→ Data supplied:
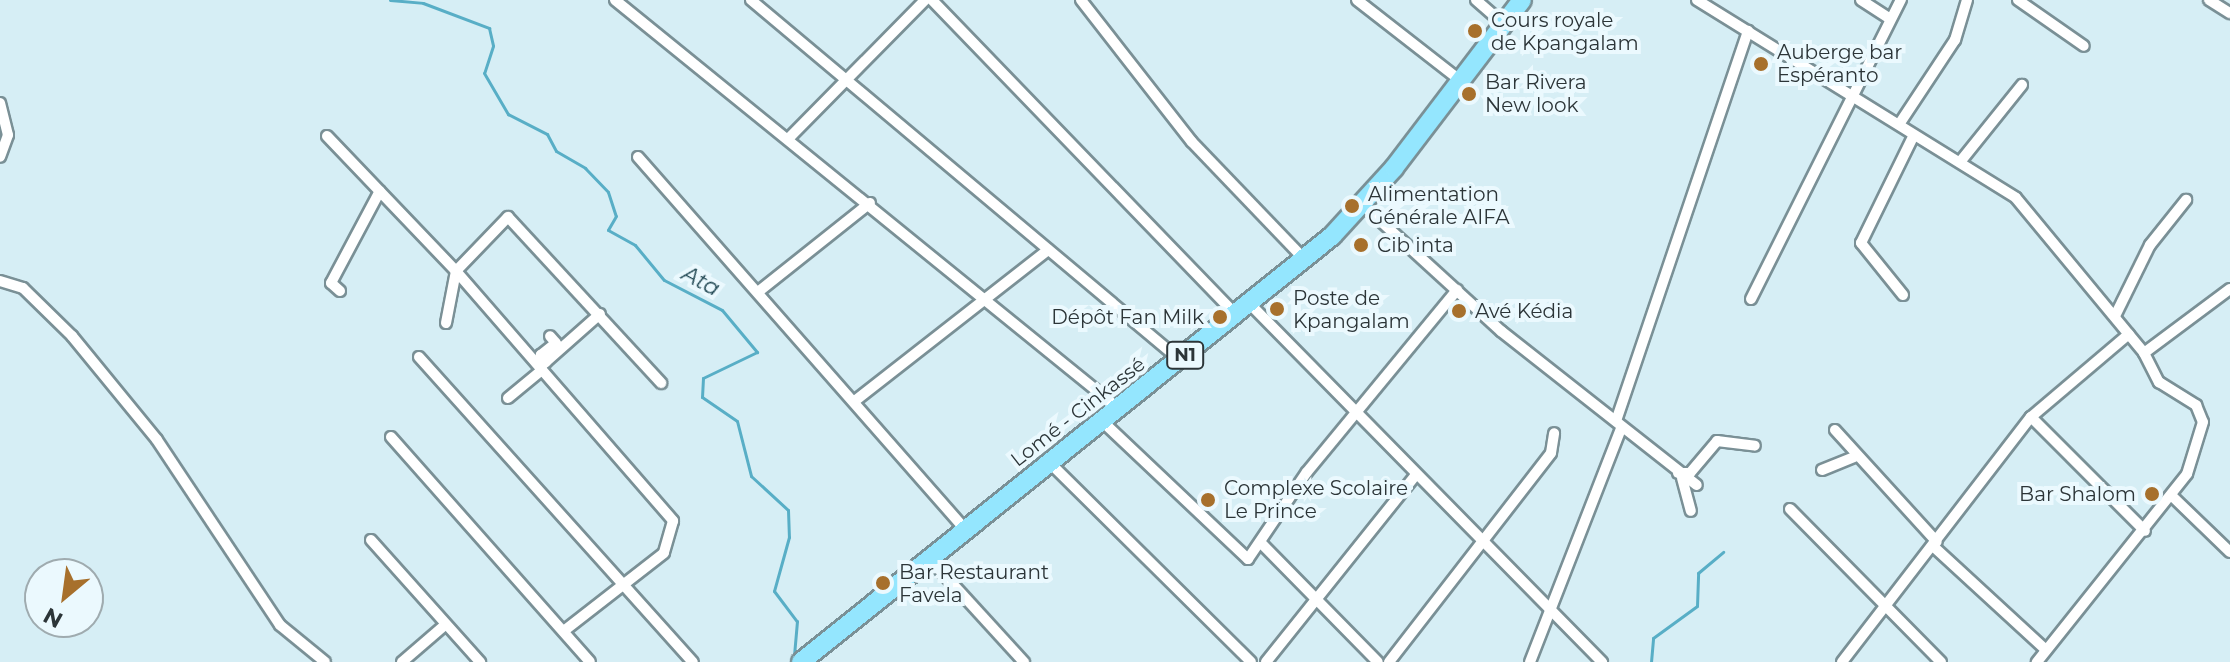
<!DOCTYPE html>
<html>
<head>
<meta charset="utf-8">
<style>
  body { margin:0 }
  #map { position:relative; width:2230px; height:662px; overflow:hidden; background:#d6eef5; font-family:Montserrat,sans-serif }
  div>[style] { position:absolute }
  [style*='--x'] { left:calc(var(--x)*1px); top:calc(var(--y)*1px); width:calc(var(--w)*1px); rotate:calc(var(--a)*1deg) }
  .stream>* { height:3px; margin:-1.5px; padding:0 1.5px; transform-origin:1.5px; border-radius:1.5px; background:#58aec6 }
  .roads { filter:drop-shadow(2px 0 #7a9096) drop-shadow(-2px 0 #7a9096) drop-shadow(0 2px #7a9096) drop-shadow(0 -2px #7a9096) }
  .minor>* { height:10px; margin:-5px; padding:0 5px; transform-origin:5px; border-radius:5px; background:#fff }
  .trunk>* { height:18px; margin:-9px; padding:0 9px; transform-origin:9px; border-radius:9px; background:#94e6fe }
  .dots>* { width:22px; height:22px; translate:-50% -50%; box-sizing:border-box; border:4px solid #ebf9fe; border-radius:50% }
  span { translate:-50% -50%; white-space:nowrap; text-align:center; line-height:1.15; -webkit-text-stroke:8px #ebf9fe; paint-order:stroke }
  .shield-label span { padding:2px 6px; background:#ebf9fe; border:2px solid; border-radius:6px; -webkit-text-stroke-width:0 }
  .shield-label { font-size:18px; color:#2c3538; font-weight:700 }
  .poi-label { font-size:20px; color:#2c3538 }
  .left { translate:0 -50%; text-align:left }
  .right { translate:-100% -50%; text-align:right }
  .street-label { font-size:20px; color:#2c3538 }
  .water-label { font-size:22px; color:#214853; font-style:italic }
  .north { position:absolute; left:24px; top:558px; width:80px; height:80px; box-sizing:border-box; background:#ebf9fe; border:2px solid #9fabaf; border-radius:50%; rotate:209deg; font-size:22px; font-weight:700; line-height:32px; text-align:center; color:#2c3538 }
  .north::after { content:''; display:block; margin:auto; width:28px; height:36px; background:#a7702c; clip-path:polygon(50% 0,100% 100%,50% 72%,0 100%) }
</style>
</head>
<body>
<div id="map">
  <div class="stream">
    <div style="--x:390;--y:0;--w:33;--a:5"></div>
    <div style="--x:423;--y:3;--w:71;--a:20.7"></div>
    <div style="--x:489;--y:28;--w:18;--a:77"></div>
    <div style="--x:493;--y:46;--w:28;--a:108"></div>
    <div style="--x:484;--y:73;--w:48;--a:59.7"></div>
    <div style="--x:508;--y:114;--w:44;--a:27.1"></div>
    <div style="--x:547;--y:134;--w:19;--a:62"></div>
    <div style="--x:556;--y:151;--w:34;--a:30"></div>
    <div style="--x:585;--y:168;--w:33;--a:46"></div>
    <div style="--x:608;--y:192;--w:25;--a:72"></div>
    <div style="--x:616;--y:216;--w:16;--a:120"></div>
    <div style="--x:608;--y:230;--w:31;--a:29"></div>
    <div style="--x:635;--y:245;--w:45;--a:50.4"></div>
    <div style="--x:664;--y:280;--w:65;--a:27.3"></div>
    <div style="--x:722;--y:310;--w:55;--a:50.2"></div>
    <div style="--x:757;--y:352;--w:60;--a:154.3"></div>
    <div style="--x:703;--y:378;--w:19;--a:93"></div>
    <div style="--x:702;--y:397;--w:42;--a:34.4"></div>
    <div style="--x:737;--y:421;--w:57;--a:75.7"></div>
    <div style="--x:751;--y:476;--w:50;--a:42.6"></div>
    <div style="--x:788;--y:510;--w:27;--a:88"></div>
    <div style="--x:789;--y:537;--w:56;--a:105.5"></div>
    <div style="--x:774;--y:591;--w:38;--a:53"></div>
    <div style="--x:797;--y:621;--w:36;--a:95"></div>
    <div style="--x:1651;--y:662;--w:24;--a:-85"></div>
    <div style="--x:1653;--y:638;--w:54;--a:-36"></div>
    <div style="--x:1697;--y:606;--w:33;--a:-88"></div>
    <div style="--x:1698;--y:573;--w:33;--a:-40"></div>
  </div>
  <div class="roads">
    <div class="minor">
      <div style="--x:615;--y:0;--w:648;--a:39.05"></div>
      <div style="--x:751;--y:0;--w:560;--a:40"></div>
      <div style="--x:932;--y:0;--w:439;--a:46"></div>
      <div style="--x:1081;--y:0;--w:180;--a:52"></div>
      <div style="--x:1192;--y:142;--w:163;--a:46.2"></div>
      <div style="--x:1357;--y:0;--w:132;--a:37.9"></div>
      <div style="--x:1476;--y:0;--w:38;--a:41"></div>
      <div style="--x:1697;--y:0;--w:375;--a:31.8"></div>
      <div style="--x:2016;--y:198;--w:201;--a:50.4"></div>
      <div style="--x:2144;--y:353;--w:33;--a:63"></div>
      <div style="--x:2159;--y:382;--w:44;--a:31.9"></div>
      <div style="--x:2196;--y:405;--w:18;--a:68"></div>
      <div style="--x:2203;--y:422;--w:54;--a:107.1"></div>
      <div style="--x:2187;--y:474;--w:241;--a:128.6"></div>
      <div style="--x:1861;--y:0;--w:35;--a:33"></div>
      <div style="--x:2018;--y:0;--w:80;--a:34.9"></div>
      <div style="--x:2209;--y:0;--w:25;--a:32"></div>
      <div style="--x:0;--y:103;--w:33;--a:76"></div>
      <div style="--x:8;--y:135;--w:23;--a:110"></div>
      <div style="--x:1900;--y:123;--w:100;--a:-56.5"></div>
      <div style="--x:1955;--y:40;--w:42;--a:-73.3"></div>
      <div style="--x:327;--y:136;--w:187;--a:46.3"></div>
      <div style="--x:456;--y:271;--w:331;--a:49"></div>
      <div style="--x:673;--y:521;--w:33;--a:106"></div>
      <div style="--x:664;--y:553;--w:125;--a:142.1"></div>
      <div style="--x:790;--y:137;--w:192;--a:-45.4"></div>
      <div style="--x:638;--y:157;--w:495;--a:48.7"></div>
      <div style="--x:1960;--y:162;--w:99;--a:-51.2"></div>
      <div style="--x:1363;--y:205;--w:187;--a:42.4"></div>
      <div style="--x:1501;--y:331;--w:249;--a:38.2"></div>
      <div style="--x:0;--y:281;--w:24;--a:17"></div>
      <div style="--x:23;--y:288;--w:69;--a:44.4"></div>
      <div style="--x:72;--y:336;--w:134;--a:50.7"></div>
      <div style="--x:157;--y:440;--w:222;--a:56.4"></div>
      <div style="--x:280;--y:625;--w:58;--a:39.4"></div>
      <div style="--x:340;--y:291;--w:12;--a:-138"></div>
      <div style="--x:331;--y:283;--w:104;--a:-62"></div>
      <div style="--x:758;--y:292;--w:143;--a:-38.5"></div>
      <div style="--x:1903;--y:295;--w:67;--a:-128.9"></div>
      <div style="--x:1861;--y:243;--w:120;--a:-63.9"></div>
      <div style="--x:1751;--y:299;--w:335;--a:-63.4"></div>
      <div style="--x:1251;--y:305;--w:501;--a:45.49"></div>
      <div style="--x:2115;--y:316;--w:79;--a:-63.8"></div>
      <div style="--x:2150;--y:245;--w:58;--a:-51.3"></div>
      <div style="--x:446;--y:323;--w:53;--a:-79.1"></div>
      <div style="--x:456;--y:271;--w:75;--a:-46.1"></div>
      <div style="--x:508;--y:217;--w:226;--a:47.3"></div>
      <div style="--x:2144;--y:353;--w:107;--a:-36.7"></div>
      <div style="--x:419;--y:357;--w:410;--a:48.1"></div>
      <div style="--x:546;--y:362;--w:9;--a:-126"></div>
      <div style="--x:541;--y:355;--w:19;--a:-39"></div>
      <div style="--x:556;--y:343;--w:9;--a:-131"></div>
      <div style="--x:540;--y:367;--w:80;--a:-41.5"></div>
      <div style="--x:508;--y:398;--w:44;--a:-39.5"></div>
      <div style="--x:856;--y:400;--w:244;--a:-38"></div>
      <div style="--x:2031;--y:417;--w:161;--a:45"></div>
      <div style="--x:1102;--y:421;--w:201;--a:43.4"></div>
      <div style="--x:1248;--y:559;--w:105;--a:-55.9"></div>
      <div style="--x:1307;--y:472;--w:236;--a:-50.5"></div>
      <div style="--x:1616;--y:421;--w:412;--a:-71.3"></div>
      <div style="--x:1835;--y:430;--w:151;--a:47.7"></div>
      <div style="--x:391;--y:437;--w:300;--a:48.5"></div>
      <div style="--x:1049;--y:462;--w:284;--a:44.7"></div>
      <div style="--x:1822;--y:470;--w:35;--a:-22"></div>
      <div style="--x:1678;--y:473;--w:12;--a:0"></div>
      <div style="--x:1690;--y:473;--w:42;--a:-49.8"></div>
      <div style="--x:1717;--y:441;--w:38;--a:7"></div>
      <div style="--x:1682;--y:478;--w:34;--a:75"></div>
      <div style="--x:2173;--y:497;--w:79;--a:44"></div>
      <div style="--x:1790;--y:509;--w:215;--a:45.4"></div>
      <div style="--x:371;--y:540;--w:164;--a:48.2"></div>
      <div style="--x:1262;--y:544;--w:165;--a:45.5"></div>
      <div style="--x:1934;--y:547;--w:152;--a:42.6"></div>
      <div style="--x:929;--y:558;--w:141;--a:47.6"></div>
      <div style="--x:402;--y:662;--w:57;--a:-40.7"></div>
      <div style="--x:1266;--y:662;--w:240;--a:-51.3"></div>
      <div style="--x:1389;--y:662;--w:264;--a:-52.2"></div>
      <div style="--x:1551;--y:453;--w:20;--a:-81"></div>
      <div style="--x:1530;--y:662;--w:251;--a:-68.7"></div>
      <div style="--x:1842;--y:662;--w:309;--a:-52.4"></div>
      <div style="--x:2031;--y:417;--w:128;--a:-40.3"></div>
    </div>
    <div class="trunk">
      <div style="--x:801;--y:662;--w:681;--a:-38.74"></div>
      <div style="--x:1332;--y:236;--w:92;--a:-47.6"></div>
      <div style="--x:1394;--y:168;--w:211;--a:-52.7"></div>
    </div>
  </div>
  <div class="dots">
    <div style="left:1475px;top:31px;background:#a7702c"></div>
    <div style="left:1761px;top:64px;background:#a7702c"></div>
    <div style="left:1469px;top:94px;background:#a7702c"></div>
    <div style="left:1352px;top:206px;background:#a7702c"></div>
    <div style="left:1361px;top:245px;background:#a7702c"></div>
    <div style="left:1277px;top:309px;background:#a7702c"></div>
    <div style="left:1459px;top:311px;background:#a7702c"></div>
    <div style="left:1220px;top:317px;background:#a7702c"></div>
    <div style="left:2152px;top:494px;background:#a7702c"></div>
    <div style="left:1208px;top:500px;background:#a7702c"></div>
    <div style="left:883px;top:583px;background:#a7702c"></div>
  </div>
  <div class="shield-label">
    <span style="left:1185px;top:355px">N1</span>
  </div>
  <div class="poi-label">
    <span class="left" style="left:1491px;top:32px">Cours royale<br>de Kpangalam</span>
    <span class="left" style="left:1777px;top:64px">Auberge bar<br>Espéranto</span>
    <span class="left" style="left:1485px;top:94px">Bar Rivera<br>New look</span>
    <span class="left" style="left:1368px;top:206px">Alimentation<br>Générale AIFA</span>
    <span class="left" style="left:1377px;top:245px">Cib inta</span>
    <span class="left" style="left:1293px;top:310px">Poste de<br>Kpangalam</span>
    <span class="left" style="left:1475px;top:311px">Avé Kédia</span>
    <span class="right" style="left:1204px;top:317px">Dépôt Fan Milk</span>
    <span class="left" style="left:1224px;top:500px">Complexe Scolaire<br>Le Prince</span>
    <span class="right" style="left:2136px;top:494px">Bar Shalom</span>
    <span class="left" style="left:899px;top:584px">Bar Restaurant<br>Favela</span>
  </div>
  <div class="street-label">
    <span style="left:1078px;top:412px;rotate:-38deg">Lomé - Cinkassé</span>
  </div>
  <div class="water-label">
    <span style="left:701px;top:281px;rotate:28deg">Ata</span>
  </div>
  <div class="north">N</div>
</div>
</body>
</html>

→ Task instructions: Your task is to repeat the opening line of the entries above and each line after it, ending with the line that has "width:22px; height:22px; translate:-50%". Do not include the pictures.

→ Answer to this exercise:
<!DOCTYPE html>
<html>
<head>
<meta charset="utf-8">
<style>
  body { margin:0 }
  #map { position:relative; width:2230px; height:662px; overflow:hidden; background:#d6eef5; font-family:Montserrat,sans-serif }
  div>[style] { position:absolute }
  [style*='--x'] { left:calc(var(--x)*1px); top:calc(var(--y)*1px); width:calc(var(--w)*1px); rotate:calc(var(--a)*1deg) }
  .stream>* { height:3px; margin:-1.5px; padding:0 1.5px; transform-origin:1.5px; border-radius:1.5px; background:#58aec6 }
  .roads { filter:drop-shadow(2px 0 #7a9096) drop-shadow(-2px 0 #7a9096) drop-shadow(0 2px #7a9096) drop-shadow(0 -2px #7a9096) }
  .minor>* { height:10px; margin:-5px; padding:0 5px; transform-origin:5px; border-radius:5px; background:#fff }
  .trunk>* { height:18px; margin:-9px; padding:0 9px; transform-origin:9px; border-radius:9px; background:#94e6fe }
  .dots>* { width:22px; height:22px; translate:-50% -50%; box-sizing:border-box; border:4px solid #ebf9fe; border-radius:50% }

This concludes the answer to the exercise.